I am currently working on a package in C++ to easily implement different Statistical Filters, and after implementing various versions of the Kalman Filter I decided to start working on the Particle Filter. For that, I have been using some of the resources available online, such as the Probabilistic Robotics book or the Cyril Stachniss online lectures on YouTube. The first rock I encountered consisted of sampling in non-parametric probability distributions. When implementing the Sampling procedure from the Particle filter Chapter 4 from the book I don't exactly see how it can be done, and the explanation doesn't clarify it to me completely. What this says is:
Line 4 generates a hypothetical state xt for time t based on the particle xt−1 and the control ut . The resulting sample is indexed by m, indicating that it is generated from the m-th particle in Xt−1 . This step involves sampling from the next state distribution p(xt | ut , xt−1 ). To implement this step, one needs to be able to sample from p(xt | ut , xt−1 ). The ability to sample from the state transition probability is not given for arbitrary distributions p(xt | ut , xt−1 ). However, many major distributions in this book possess efficient algorithms for generating samples. The set of particles resulting from iterating Step 4 M times is the filter’s representation of bel(xt ).
How can we sample from p(xt|ut,xt−1)? Do I need to apply the input from the previous state to the current one and maybe add some noise? Does anyone know any source I can look for on sampling in non-parametric distributions? I am especially struggling with how would we obtain the likelihood of a given point if we only know the weights of the particles and their weights, which is just a discrete set of points. How can we obtain a continuous distribution for the probability?

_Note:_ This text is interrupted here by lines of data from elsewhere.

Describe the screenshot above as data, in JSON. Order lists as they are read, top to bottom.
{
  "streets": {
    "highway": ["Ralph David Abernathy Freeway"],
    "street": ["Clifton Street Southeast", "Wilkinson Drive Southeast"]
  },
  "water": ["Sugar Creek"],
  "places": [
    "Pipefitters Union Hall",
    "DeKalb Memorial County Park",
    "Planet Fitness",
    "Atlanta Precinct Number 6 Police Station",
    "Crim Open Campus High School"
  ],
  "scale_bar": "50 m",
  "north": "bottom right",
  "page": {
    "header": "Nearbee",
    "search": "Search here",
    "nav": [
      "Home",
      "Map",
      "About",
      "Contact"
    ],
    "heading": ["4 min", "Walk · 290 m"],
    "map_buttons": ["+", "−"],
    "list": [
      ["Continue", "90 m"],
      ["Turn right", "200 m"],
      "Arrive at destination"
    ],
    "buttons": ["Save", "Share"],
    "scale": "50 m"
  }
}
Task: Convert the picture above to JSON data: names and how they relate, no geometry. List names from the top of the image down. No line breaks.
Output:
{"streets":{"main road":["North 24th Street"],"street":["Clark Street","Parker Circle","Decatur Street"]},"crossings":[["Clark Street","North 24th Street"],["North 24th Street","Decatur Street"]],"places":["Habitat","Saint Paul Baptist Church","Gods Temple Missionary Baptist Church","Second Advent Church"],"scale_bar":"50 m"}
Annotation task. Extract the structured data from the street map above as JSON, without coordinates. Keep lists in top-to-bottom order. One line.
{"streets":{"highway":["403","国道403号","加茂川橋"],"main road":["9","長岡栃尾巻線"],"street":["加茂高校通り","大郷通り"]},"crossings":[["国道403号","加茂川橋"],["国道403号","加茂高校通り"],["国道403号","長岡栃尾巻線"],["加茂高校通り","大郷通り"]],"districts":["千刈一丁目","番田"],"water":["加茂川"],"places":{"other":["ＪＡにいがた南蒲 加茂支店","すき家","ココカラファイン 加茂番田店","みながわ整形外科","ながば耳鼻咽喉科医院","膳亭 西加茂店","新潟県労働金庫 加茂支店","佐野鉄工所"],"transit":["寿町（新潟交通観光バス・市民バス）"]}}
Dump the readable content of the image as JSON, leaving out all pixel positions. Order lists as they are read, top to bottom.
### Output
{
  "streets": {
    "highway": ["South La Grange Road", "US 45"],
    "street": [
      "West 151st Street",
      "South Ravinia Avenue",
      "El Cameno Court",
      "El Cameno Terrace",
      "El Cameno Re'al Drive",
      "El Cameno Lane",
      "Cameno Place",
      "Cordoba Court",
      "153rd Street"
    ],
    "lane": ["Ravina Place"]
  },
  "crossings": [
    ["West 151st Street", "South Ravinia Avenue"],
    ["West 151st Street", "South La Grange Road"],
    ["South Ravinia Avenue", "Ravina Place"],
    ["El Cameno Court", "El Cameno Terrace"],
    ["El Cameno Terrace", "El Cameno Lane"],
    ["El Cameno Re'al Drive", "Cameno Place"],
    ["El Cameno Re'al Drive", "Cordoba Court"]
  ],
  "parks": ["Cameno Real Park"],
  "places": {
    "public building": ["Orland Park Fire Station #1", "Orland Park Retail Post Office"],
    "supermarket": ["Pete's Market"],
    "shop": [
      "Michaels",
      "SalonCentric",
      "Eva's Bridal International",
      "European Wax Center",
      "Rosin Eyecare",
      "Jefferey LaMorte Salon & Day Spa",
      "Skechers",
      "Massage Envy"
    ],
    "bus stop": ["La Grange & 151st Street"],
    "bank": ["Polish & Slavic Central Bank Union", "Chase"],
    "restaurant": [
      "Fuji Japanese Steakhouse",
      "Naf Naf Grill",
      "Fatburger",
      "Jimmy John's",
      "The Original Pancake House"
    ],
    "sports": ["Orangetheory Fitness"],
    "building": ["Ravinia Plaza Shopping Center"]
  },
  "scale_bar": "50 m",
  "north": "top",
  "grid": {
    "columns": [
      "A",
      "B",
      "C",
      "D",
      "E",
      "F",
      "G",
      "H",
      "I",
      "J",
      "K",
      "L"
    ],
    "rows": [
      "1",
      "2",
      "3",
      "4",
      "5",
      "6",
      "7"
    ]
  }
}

I checked this other question in which they mention forwarding the input with the dynamic model of the system, but I am not totally convinced by the explanation given.
Edit: I am starting to think that it might not be possible to fit a general Particle Filter code, where only inputs and/or pointers to external functions are needed for every case, but better to have some of the functions that can be used for resampling and other operations, but not the filter as a whole. Especially taking into consideration the step in which we need to find the probability of the current measure given the state of each of the particles. How can the comparison be even implemented?